What is needed: In the records below, the lines from the one with "For a GIS import: What" through the last are to be printed exactly, and nothing else.

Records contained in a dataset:

────────

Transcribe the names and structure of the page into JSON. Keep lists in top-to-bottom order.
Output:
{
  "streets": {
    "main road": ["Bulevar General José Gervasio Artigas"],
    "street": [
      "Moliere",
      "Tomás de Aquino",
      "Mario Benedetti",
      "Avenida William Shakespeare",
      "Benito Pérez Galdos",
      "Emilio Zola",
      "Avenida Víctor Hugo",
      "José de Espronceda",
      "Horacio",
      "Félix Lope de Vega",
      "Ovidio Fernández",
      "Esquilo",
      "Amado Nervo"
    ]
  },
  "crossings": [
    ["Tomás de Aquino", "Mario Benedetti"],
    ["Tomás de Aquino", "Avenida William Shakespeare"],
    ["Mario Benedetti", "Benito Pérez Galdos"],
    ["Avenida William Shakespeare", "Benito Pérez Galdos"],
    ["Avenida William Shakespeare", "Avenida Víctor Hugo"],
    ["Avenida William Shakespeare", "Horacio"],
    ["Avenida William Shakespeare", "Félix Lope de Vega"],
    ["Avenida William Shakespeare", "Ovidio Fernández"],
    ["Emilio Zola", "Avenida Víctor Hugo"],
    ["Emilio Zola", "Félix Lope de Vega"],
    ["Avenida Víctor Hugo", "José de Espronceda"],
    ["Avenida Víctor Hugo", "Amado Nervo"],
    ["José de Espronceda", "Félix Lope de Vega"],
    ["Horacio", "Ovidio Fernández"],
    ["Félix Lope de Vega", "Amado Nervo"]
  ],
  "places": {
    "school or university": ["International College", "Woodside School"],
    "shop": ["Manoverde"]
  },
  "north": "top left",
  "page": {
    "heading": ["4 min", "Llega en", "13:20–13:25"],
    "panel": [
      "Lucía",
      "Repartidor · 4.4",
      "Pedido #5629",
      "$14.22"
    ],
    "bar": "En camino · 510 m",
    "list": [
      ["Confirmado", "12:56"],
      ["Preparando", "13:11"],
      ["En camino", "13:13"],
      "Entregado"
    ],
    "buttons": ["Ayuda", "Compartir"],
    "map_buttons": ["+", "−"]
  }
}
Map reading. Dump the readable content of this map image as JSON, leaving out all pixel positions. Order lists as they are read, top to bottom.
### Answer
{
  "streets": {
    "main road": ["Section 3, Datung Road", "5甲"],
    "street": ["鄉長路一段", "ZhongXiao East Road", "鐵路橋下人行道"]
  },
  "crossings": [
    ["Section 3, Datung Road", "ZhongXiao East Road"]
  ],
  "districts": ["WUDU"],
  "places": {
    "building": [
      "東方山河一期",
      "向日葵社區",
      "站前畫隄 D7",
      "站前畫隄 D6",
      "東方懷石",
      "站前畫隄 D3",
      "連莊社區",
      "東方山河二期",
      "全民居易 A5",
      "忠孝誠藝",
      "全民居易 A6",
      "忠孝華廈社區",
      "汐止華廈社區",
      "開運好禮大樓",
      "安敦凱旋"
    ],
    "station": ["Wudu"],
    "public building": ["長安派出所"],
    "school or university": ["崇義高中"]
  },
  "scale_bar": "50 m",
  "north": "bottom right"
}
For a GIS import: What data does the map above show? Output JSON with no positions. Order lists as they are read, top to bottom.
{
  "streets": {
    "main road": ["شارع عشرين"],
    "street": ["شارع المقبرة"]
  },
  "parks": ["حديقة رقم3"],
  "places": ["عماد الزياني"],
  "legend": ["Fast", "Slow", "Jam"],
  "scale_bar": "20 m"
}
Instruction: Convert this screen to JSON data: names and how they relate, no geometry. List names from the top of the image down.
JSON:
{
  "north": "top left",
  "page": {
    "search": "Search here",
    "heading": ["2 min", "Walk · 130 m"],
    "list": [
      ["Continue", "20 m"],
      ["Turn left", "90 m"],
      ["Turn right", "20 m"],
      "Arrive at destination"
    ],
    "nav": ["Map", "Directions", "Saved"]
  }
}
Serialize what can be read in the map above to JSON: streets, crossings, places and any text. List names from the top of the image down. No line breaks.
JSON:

────────

Task output:
For a GIS import: What data does the map above show? Output JSON with no positions. Order lists as they are read, top to bottom.
{
  "streets": {
    "main road": ["شارع عشرين"],
    "street": ["شارع المقبرة"]
  },
  "parks": ["حديقة رقم3"],
  "places": ["عماد الزياني"],
  "legend": ["Fast", "Slow", "Jam"],
  "scale_bar": "20 m"
}
Instruction: Convert this screen to JSON data: names and how they relate, no geometry. List names from the top of the image down.
JSON:
{
  "north": "top left",
  "page": {
    "search": "Search here",
    "heading": ["2 min", "Walk · 130 m"],
    "list": [
      ["Continue", "20 m"],
      ["Turn left", "90 m"],
      ["Turn right", "20 m"],
      "Arrive at destination"
    ],
    "nav": ["Map", "Directions", "Saved"]
  }
}
Serialize what can be read in the map above to JSON: streets, crossings, places and any text. List names from the top of the image down. No line breaks.
JSON:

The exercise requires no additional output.